» **Try it**: Taking the listing below line by line, tally those that contain the string "place". Give the total alone.
[Entries provided — start]
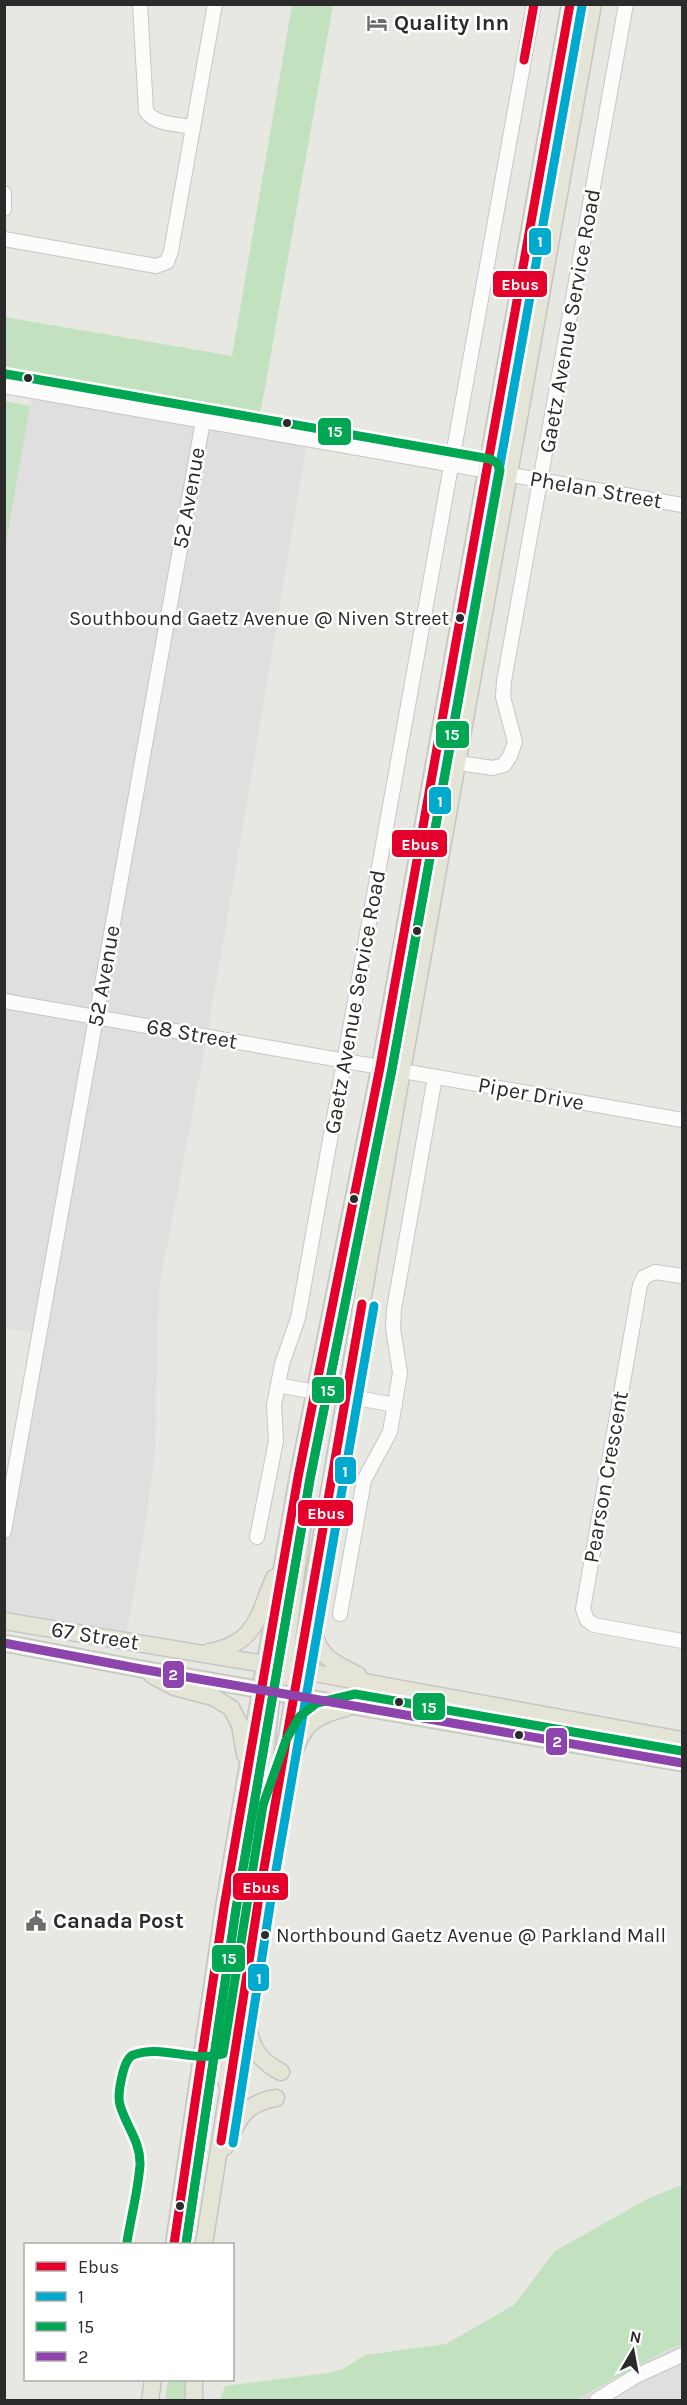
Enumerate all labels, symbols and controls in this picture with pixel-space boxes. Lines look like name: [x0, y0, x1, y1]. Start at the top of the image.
place label: Quality Inn: [394, 10, 509, 36]
hotel icon: Quality Inn: [365, 11, 389, 35]
street label: Gaetz Avenue Service Road: [534, 187, 606, 455]
line badge: 1: [528, 227, 552, 256]
text: 1: [537, 232, 543, 251]
line badge: Ebus: [492, 270, 548, 298]
text: Ebus: [501, 275, 539, 294]
unlabelled marker: [22, 372, 34, 384]
unlabelled marker: [281, 417, 293, 429]
line badge: 15: [317, 417, 352, 446]
text: 15: [327, 422, 343, 441]
street label: 52 Avenue: [167, 445, 211, 551]
street label: Phelan Street: [528, 466, 664, 514]
place label: Southbound Gaetz Avenue @ Niven Street: [69, 607, 449, 630]
marker: Southbound Gaetz Avenue @ Niven Street: [454, 612, 466, 624]
line badge: 15: [435, 720, 470, 749]
text: 15: [444, 725, 460, 744]
line badge: 1: [428, 786, 452, 815]
text: 1: [437, 792, 443, 811]
line badge: Ebus: [391, 829, 448, 858]
text: Ebus: [401, 835, 439, 854]
street label: Gaetz Avenue Service Road: [319, 868, 391, 1136]
street label: 52 Avenue: [82, 923, 126, 1029]
unlabelled marker: [411, 925, 423, 937]
street label: 68 Street: [145, 1013, 239, 1055]
street label: Piper Drive: [476, 1072, 586, 1116]
unlabelled marker: [348, 1193, 360, 1205]
line badge: 15: [311, 1376, 345, 1404]
text: 15: [320, 1381, 336, 1400]
street label: Pearson Crescent: [578, 1389, 634, 1565]
line badge: 1: [334, 1456, 357, 1485]
text: 1: [342, 1462, 348, 1481]
line badge: Ebus: [297, 1499, 354, 1527]
text: Ebus: [307, 1504, 345, 1523]
street label: 67 Street: [49, 1616, 141, 1656]
line badge: 2: [162, 1660, 185, 1689]
text: 2: [168, 1665, 178, 1684]
line badge: 15: [412, 1692, 446, 1721]
unlabelled marker: [393, 1696, 405, 1708]
text: 15: [421, 1698, 437, 1717]
line badge: 2: [545, 1727, 568, 1756]
unlabelled marker: [513, 1729, 525, 1741]
text: 2: [552, 1732, 562, 1751]
line badge: Ebus: [232, 1872, 289, 1901]
text: Ebus: [242, 1878, 280, 1897]
place label: Canada Post: [53, 1908, 184, 1934]
public building icon: Canada Post: [24, 1909, 48, 1933]
place label: Northbound Gaetz Avenue @ Parkland Mall: [276, 1924, 666, 1947]
marker: Northbound Gaetz Avenue @ Parkland Mall: [259, 1929, 271, 1941]
line badge: 15: [211, 1944, 246, 1973]
text: 15: [221, 1949, 237, 1968]
line badge: 1: [247, 1963, 270, 1992]
text: 1: [256, 1969, 262, 1988]
unlabelled marker: [174, 2200, 186, 2212]
legend: [24, 2243, 234, 2381]
text: Ebus: [78, 2256, 119, 2278]
text: 1: [78, 2286, 84, 2308]
text: 15: [78, 2316, 94, 2338]
north arrow: [603, 2321, 663, 2381]
text: N: [628, 2326, 643, 2347]
text: 2: [78, 2346, 88, 2368]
[Entries provided — finish]
» **Result below**: 4